▶ [WORK REQUIRED]
The answer must be one number: how many lines of the records contain "RODNEY".

**** PROVIDED DATA

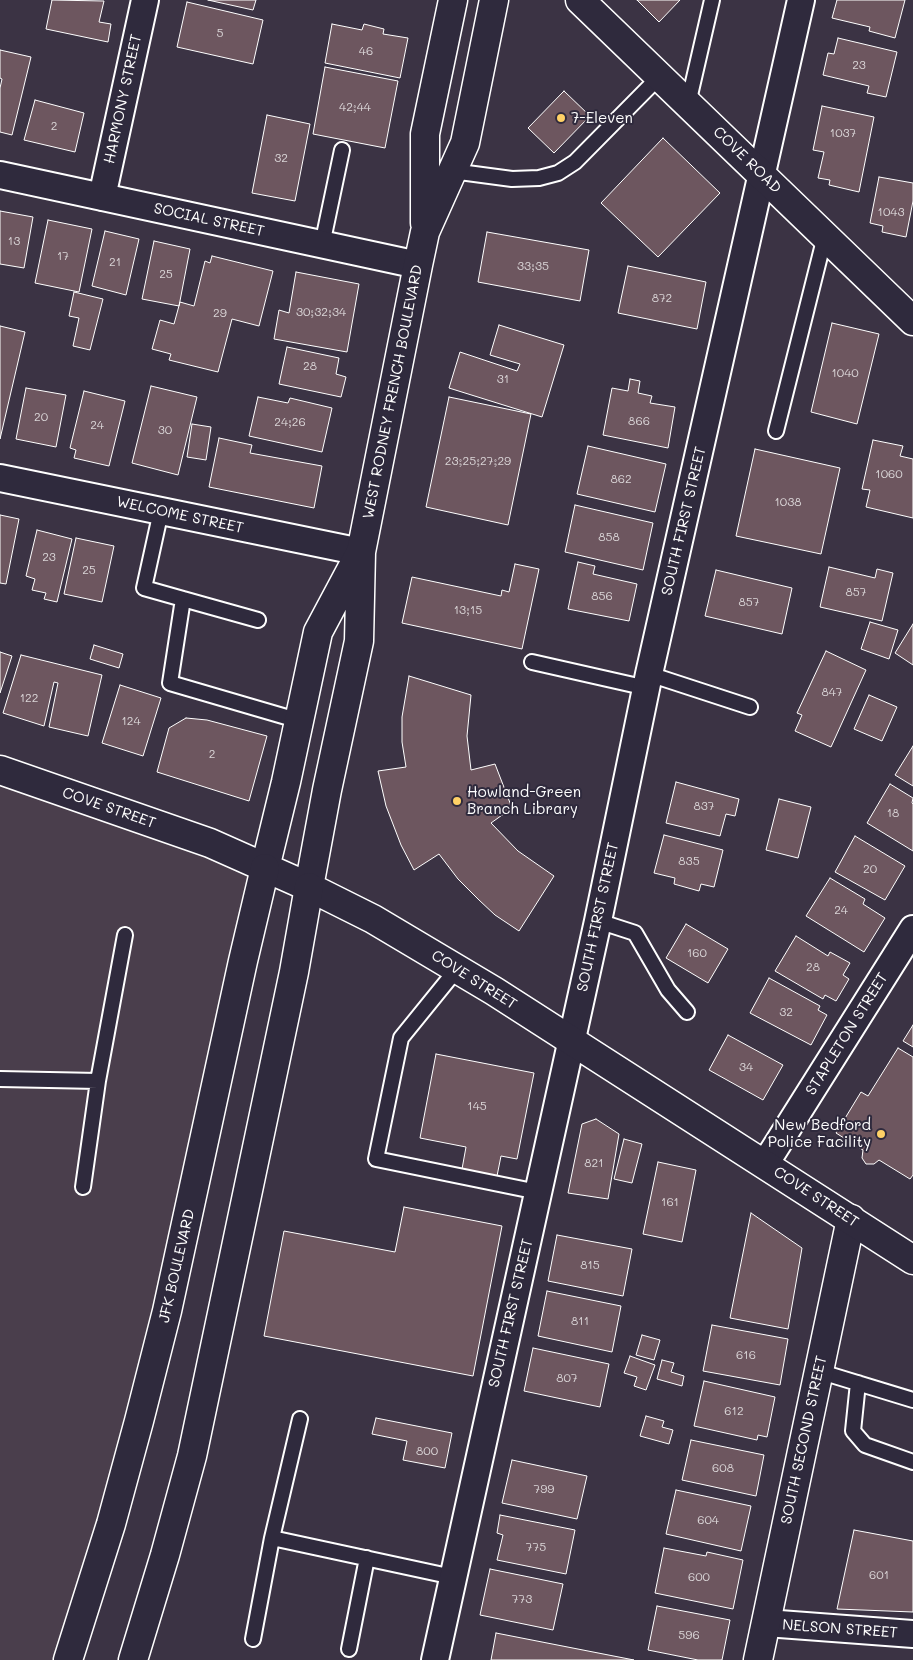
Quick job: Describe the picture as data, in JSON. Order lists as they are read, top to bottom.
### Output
{
  "streets": {
    "main road": [
      "COVE ROAD",
      "WEST RODNEY FRENCH BOULEVARD",
      "COVE STREET",
      "JFK BOULEVARD",
      "SOUTH SECOND STREET"
    ],
    "street": [
      "HARMONY STREET",
      "SOCIAL STREET",
      "WELCOME STREET",
      "SOUTH FIRST STREET",
      "STAPLETON STREET",
      "NELSON STREET"
    ]
  },
  "crossings": [
    ["HARMONY STREET", "SOCIAL STREET"],
    ["COVE ROAD", "SOUTH FIRST STREET"],
    ["SOCIAL STREET", "WEST RODNEY FRENCH BOULEVARD"],
    ["WEST RODNEY FRENCH BOULEVARD", "WELCOME STREET"],
    ["WEST RODNEY FRENCH BOULEVARD", "COVE STREET"],
    ["WEST RODNEY FRENCH BOULEVARD", "JFK BOULEVARD"],
    ["SOUTH FIRST STREET", "COVE STREET"],
    ["COVE STREET", "STAPLETON STREET"],
    ["COVE STREET", "JFK BOULEVARD"],
    ["COVE STREET", "SOUTH SECOND STREET"],
    ["SOUTH SECOND STREET", "NELSON STREET"]
  ],
  "places": ["7-Eleven", "Howland-Green Branch Library", "New Bedford Police Facility"],
  "house_numbers": [
    "5",
    "46",
    "23",
    "42;44",
    "2",
    "1037",
    "32",
    "1043",
    "13",
    "17",
    "21",
    "33;35",
    "25",
    "872",
    "30;32;34",
    "29",
    "28",
    "1040",
    "31",
    "20",
    "866",
    "24;26",
    "24",
    "30",
    "23;25;27;29",
    "1060",
    "862",
    "1038",
    "858",
    "23",
    "25",
    "857",
    "856",
    "857",
    "13;15",
    "847",
    "122",
    "124",
    "2",
    "837",
    "18",
    "835",
    "20",
    "24",
    "160",
    "28",
    "32",
    "34",
    "145",
    "821",
    "161",
    "815",
    "811",
    "616",
    "807",
    "612",
    "800",
    "608",
    "799",
    "604",
    "775",
    "601",
    "600",
    "773",
    "596"
  ]
}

********

▶ [ANSWER AREA]
5